================ Start Lecture #22 ================

4.7 Selection (officially skipped; unofficial comments follow)

Selection means the ability to find the kth smallest element. Sorting will do it, but there are faster (comparison-based) methods. One example problem is finding the median (N/2 th smallest).

It is not too hard (but not easy) to implement selection with linear expected time. The surprising and difficult result is that there is a version with linear worst-case time.

4.7.1 Prune-and-Search

The idea is to prune away parts of the set that cannot contain the desired element. This is easy to do as seen in the next algorithm. The less easy part is to show that it takes O(n) expected time. The hard part is to modify the algorithm so that it takes O(n) worst case time.

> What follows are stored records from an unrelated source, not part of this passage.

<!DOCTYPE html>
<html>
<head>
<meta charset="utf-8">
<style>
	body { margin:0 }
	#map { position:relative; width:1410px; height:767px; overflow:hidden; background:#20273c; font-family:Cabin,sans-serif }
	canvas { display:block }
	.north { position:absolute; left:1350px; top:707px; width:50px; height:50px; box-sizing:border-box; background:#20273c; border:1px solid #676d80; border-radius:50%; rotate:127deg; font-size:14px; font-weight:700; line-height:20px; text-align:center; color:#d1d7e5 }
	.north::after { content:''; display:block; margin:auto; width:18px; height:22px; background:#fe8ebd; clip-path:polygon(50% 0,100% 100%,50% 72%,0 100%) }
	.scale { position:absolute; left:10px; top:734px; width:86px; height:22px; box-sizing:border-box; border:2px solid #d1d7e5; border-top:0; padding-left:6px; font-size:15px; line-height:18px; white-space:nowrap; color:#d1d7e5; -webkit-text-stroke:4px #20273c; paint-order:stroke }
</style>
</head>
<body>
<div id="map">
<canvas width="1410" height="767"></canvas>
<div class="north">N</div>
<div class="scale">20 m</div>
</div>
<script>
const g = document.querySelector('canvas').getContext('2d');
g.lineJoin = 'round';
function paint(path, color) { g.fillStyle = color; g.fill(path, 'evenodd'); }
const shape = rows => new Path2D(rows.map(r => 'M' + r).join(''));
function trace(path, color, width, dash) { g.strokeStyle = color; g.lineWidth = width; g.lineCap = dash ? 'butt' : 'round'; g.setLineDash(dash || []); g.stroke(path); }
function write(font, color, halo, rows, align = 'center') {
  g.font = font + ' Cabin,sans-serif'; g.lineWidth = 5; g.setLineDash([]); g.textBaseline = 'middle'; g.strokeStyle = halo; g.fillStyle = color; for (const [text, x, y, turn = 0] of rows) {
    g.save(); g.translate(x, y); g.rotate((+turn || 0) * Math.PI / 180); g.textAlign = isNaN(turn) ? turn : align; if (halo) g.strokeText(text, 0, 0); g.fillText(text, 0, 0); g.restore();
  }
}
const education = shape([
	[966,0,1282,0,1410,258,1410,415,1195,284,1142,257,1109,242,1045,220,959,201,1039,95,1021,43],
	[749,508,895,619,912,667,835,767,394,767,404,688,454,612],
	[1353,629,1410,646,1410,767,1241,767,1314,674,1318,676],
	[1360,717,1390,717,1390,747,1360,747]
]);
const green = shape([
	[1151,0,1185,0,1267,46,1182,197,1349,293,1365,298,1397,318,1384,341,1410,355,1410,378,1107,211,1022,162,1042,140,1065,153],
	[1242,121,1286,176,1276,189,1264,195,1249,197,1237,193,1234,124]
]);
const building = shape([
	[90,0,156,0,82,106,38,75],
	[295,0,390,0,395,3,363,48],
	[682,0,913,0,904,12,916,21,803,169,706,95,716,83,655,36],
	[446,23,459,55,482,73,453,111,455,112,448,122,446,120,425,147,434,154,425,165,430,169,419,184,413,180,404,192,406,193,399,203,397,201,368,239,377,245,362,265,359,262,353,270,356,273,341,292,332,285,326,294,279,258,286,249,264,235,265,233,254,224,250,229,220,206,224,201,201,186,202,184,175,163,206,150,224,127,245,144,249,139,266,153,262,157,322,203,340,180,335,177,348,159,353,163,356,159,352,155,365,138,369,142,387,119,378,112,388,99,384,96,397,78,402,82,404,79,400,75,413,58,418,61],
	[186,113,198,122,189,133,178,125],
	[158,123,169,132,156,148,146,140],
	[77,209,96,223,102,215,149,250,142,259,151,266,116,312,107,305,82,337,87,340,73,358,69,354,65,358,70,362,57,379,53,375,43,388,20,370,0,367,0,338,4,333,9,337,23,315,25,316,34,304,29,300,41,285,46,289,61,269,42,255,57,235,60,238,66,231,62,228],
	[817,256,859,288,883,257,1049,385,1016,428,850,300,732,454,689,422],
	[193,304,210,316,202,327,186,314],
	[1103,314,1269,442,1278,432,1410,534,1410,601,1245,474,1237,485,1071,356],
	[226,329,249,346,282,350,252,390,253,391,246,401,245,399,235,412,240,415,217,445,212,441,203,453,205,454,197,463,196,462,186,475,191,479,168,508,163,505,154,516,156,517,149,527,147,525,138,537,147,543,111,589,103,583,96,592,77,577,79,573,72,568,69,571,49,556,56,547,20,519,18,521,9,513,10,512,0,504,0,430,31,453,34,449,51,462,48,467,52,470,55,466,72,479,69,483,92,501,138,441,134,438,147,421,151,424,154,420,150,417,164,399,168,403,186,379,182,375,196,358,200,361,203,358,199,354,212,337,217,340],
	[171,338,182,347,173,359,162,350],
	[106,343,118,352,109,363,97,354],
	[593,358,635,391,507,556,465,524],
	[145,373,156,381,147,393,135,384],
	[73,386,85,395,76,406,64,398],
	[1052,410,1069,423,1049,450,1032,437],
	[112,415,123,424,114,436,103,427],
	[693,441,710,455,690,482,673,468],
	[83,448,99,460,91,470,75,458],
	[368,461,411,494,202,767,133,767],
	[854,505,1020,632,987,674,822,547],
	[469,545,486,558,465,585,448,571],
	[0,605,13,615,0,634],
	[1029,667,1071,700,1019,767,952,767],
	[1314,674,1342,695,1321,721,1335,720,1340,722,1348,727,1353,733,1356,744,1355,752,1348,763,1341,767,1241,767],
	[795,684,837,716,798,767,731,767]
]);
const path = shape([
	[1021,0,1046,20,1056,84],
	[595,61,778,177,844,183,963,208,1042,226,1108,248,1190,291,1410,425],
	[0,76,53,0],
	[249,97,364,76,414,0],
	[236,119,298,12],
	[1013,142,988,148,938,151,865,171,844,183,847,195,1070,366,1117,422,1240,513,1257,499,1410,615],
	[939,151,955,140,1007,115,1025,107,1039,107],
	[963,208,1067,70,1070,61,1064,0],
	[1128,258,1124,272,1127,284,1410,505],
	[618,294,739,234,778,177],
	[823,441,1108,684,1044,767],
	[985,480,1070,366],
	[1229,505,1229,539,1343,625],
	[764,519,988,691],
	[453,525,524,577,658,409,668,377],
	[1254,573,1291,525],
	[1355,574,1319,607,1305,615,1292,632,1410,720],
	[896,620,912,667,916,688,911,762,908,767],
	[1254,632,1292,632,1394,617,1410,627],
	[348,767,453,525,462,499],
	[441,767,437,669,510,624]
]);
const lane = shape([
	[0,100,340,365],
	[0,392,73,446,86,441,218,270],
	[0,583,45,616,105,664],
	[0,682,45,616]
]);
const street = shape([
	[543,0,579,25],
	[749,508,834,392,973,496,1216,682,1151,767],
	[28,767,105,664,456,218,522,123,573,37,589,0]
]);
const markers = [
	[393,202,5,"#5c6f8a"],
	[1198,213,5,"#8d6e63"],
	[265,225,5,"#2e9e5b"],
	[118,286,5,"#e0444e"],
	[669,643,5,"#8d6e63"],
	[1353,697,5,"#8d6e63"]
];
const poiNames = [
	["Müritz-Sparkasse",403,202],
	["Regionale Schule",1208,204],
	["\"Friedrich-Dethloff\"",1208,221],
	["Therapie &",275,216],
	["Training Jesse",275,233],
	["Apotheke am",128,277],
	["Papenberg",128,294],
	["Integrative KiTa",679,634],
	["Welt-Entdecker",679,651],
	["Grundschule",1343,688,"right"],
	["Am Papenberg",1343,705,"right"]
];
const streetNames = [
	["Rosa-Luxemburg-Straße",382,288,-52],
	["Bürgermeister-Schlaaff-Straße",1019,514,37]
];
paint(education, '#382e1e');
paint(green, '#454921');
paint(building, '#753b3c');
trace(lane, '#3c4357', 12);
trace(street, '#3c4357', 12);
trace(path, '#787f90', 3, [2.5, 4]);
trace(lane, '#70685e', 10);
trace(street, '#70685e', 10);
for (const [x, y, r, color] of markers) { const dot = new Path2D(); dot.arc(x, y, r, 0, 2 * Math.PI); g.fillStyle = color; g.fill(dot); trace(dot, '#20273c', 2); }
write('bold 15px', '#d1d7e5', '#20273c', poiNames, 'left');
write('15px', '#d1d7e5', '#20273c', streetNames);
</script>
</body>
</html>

4.7.2 Randomized Quick-Select

Algorithm quickSelect(S,k)
   Input:  A sequence S of n elements and an integer k in [1,n]
   Output: The kth smallest element of S

   if n=1 the return the (only) element in S

   pick a random element x of X
   divide S into 3 sequences
      L, the elements of S that are less than x
      E, the elements of S that are equal to x
      G, the elements of S that are greater than x

   { Now we reduce the search to one of these three sets }

   if k≤|L|      then return quickSelect(L,k)
   if k>|L|+|E|  then return quickSelect(G,k-|L|+|E|
   return x  { We want an element in E; all are equal to x }

4.7.3 Analyzing Randomized Quick-Select (skipped)

4.8 Java Example: In-Place Quick-Sort (skipped)

Chapter 5 Fundamental Techniques

5.1 The Greedy Method

The greedy method is applied to maximization/minimization problems. The idea is to at each decision point choose the configuration that maximizes/minimizes the objective function so far. Clearly this does not lead to the global max/min for all problems, but it does for a number of problems.

This chapter does not make a good case for the greedy method. The method is used to solve simple variants of standard problems, but the the standard variants are not solved with the greedy method. There are better examples, for example the minimal spanning tree and shortest path graph problems. The two algorithms chosen for this section, fractional knapsack and task scheduling, were (presumably) chosen because they are simple and natural to solve with the greedy method.

5.1.1 The Fractional Knapsack Method

In the knapsack problem we have a knapsack of a fixed capacity (say W pounds) and different items i each with a given weight w_i and a given benefit b_i. We want to put items into the knapsack so as to maximize the benefit subject to the constraint that the sum of the weights must be less than W.

The knapsack problem is actually rather difficult in the normal case where one must either put an item in the knapsack or not. However, in this section, in order to illustrate greedy algorithms, we consider a much simpler variation in which we can take a portion, say x_i≤w_i, of an item and get a proportional part of the benefit. This is called the ``fractional knapsack problem'' since we can take a fraction of an item. (The more common knapsack problem is called the ``0-1 knapsack problem'' since we must either take all (1) or none (0) of an item).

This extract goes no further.